# Optuna - A hyperparameter optimization framework

In [None]:
#Install Optune
!pip install optuna

In [2]:
import optuna

A simple optimization problem can be understood as:

Step 1 - Define objective function to be optimized. Let's minimize (x - 2)^2

Step 2 - Suggest hyperparameter values using trial object. Here, a float value of x is suggested from -10 to 10

Step 3 - Create a study object and invoke the optimize method over 100 trials

In [None]:
def objective(trial):
    x = trial.suggest_float('x', -10, 10)
    return (x - 2) ** 2

study = optuna.create_study(direction='minimize')
study.optimize(objective, n_trials=100)
study.best_params

**We get x = 2.0013284735864136** for which the objective function  (x - 2)^2 is the minimum between the values -10 and 10

### Jargon

**Trial:** One trial in Optuna is one run with a set of hyperparameters.

**Study:** Many trial together make a study. (i.e. say you ran 10 combinations of hyperparameters and calculated 10 different accuracy scores. That is your study)

**Objective function:** The relation between accuracy and the hyperparameter (say `max_depth`). Accuracy is some function of `max_depth`.

Optuna uses Bayesian search which helps identify which combination to try next keeping in memory what it has learned from the previous trials. (its like XGboost where the next tree acts and improves on the previous tree, unlike random forest where every tree is acting independantly.) In Grid Search and Random search every trial is independant.

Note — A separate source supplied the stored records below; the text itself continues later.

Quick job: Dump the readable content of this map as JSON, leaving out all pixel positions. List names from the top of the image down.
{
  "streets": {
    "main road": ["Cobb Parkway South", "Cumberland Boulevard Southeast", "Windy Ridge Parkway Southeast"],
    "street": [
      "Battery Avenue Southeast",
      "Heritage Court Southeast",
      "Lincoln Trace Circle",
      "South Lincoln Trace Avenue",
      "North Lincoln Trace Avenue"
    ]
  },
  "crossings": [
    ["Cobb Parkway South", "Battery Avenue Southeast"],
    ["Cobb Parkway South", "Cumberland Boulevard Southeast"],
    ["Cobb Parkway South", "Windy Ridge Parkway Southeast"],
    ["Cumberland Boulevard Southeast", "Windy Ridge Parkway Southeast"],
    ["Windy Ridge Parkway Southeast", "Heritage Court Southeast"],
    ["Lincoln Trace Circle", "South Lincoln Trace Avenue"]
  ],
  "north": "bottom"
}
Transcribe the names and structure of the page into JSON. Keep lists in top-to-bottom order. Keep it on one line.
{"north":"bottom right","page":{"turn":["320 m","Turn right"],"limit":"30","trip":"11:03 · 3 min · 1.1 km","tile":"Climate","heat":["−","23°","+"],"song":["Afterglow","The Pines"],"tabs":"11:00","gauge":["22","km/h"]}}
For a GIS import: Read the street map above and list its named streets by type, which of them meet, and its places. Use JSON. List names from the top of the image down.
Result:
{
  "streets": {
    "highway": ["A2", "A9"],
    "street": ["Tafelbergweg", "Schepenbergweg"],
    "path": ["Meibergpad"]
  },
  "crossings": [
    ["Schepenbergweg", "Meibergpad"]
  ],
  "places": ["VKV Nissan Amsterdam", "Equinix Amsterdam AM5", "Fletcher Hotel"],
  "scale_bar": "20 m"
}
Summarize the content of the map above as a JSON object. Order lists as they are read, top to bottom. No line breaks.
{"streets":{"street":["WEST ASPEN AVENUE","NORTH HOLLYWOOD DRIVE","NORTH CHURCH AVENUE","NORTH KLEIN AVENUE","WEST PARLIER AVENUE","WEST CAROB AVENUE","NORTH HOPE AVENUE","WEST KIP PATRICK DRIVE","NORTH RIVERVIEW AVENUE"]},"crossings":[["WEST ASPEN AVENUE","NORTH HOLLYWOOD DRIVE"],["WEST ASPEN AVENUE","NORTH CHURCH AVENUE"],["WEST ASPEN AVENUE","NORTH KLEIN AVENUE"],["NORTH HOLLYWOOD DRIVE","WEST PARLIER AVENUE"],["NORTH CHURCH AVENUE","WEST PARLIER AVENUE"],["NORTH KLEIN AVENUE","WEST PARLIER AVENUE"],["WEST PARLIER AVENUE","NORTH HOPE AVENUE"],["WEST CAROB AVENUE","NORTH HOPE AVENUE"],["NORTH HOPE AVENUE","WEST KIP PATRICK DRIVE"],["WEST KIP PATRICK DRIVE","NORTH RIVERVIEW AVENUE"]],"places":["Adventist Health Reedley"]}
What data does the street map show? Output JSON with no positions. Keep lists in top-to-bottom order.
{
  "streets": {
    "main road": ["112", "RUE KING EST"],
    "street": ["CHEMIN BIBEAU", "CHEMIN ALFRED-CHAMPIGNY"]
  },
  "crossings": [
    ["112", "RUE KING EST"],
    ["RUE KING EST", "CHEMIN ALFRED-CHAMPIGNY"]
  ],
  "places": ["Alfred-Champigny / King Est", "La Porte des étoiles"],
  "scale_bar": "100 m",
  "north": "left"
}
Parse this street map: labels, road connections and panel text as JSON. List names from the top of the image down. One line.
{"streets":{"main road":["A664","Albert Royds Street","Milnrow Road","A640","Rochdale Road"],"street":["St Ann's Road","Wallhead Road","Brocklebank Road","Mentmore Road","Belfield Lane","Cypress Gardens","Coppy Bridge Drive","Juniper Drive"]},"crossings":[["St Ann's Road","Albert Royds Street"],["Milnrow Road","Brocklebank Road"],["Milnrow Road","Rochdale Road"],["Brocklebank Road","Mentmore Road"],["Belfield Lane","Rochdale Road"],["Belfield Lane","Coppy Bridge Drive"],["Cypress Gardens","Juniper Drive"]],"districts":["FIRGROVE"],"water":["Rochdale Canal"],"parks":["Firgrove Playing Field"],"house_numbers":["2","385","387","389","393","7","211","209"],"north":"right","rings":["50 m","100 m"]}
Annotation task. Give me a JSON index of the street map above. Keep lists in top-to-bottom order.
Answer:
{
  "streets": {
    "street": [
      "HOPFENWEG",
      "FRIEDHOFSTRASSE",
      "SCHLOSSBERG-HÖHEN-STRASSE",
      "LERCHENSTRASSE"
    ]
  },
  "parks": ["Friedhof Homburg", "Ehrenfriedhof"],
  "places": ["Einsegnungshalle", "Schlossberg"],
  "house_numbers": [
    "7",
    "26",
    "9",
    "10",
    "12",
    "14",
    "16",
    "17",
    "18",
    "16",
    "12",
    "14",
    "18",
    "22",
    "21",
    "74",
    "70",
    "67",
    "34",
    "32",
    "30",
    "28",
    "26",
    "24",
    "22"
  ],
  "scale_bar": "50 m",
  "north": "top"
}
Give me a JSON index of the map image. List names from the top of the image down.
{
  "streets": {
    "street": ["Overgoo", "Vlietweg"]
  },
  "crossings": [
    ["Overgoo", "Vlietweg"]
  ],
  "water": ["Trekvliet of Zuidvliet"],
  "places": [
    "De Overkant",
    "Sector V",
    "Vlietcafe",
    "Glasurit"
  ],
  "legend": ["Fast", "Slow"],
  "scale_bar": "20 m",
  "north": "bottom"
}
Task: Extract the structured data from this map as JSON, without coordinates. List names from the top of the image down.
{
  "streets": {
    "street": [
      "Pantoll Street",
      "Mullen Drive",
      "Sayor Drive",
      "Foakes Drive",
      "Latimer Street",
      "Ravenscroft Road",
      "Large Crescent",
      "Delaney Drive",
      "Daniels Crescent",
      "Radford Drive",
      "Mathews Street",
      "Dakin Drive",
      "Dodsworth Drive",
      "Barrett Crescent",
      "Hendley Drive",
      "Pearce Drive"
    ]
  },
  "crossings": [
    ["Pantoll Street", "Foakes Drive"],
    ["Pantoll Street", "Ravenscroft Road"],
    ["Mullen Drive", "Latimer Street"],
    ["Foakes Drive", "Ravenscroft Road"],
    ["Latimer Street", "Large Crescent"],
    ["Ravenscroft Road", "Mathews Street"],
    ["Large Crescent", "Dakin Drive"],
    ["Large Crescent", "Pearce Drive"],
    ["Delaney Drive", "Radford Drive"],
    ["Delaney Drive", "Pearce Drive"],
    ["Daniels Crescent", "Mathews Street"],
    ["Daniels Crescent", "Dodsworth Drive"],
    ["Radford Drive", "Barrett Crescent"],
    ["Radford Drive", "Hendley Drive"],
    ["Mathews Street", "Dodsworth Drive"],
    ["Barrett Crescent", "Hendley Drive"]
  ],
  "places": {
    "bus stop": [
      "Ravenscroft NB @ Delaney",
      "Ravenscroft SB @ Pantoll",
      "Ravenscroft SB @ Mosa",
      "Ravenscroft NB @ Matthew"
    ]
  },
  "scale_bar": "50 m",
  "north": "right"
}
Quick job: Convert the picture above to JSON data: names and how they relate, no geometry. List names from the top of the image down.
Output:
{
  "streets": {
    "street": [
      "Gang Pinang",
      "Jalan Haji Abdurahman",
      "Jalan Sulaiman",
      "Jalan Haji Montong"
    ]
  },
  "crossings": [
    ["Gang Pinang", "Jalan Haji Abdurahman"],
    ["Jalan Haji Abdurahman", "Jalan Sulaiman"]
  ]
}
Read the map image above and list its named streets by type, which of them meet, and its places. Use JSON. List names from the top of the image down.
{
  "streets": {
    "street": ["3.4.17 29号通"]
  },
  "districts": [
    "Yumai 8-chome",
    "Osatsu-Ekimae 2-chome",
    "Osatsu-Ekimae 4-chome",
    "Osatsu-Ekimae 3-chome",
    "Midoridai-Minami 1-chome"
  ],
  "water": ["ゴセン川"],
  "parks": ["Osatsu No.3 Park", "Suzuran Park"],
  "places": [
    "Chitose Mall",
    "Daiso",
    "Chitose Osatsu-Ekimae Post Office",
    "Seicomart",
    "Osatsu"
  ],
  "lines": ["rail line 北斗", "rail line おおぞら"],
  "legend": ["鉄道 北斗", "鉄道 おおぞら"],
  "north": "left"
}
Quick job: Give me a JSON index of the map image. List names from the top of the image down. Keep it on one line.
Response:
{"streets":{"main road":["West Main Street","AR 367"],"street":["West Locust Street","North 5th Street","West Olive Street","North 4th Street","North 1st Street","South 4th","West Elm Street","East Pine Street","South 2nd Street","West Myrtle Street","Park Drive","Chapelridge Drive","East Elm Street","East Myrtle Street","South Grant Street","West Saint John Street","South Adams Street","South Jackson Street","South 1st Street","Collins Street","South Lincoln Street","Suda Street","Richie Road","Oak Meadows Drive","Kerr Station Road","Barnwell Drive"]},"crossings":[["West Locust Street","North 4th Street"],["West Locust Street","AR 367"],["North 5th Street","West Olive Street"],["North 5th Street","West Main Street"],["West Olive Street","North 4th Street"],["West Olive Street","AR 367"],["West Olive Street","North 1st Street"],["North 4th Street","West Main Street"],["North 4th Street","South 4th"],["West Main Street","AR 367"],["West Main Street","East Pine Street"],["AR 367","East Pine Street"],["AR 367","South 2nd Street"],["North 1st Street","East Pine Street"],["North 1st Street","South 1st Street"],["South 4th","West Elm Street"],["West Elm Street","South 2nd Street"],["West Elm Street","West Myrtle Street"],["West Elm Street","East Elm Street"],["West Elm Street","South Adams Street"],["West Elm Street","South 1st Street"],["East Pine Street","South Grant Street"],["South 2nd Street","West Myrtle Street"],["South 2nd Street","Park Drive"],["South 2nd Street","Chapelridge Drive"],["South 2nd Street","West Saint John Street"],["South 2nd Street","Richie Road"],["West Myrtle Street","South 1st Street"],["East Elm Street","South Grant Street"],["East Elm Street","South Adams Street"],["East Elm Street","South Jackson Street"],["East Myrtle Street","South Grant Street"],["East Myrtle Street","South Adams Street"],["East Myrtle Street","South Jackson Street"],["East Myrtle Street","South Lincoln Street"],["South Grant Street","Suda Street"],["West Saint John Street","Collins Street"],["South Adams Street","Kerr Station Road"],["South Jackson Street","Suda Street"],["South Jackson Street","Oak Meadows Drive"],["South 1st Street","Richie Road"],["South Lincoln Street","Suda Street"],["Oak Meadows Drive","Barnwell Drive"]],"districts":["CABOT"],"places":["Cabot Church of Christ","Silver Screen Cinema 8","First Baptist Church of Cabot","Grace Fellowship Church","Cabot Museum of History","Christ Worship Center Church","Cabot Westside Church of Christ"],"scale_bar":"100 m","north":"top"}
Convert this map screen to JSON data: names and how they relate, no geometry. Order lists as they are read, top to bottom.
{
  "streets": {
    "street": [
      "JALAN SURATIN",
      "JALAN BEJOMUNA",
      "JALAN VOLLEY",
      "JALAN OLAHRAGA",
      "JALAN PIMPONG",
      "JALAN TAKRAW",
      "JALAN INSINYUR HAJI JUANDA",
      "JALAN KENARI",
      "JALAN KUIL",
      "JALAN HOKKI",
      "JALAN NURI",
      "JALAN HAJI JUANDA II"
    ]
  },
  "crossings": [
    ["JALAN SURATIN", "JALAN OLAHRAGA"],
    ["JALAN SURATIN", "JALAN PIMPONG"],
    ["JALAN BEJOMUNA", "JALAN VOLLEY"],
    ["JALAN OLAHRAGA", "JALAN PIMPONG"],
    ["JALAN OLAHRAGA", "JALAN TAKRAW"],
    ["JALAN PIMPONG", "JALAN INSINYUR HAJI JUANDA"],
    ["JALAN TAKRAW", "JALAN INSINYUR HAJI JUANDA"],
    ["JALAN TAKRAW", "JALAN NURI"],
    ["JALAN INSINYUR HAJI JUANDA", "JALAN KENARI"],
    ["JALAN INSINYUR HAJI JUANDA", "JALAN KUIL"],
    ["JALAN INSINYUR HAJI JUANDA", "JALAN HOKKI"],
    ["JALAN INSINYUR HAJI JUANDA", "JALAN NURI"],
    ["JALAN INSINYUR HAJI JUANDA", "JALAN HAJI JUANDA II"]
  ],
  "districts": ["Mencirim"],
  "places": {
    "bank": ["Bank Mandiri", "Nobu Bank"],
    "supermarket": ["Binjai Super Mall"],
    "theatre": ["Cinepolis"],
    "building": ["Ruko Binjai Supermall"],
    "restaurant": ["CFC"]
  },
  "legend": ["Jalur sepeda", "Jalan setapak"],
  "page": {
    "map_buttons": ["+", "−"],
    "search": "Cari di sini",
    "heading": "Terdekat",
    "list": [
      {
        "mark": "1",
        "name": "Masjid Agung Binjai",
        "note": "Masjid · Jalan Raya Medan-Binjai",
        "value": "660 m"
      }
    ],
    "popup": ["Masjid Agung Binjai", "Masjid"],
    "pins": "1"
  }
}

## 1. Load the iris dataset

In [6]:
import optuna
from sklearn.datasets import load_iris
from sklearn.ensemble import RandomForestClassifier
from sklearn.model_selection import cross_val_score


In [7]:
# Load Iris dataset
data = load_iris()
X = data.data
y = data.target

## Iris Dataset Metadata
The Iris dataset contains measurements for 150 iris flowers from three different species with four features each (sepal length, sepal width, petal length, and petal width).

The three classes in the Iris dataset:
1. Iris-setosa (n=50)
2. Iris-versicolor (n=50)
3. Iris-virginica (n=50)

The four features of the Iris dataset:
1. Sepal length in cm
2. Sepal width in cm
3. Petal length in cm
4. Petal width in cm

Below is the metadata table for the features:


 The target variable, y, represents the species of each flower (setosa, versicolor, or virginica).

0: Iris-setosa

1: Iris-versicolor

2: Iris-virginica

In [8]:
import pandas as pd

# Metadata for Iris dataset
data = {
    'Feature Name': ['sepal length (cm)', 'sepal width (cm)', 'petal length (cm)', 'petal width (cm)'],
    'Description': ['Length of the sepal', 'Width of the sepal', 'Length of the petal', 'Width of the petal'],
    'Scale': ['Continuous', 'Continuous', 'Continuous', 'Continuous'],
    'Min Value': [4.3, 2.0, 1.0, 0.1],
    'Max Value': [7.9, 4.4, 6.9, 2.5]
}

df_metadata = pd.DataFrame(data)
df_metadata


Unnamed: 0,Feature Name,Description,Scale,Min Value,Max Value
0,sepal length (cm),Length of the sepal,Continuous,4.3,7.9
1,sepal width (cm),Width of the sepal,Continuous,2.0,4.4
2,petal length (cm),Length of the petal,Continuous,1.0,6.9
3,petal width (cm),Width of the petal,Continuous,0.1,2.5


## 2. Define the objective function

The objective function is the heart of the optimization process. It defines the model, its hyperparameters, how it's trained, and what metric is returned for Optuna to optimize.

In [11]:
# Define the object function
"""
In a objective funtion you define:
1. the hyperparameters to tune and the range for each hyperparameter.
2. create an object of the model class
3. and evaluation metric. (accuracy in this case)
"""

def objective(trial):

    # Define range of hyperparameters
    n_estimators = trial.suggest_int('n_estimators', 2, 150)
    max_depth = trial.suggest_int('max_depth', 1, 32, log=True)
    min_samples_split = trial.suggest_float('min_samples_split', 0.1, 1)
    min_samples_leaf = trial.suggest_float('min_samples_leaf', 0.1, 0.5)
    max_features = trial.suggest_categorical('max_features', ['sqrt', 'log2'])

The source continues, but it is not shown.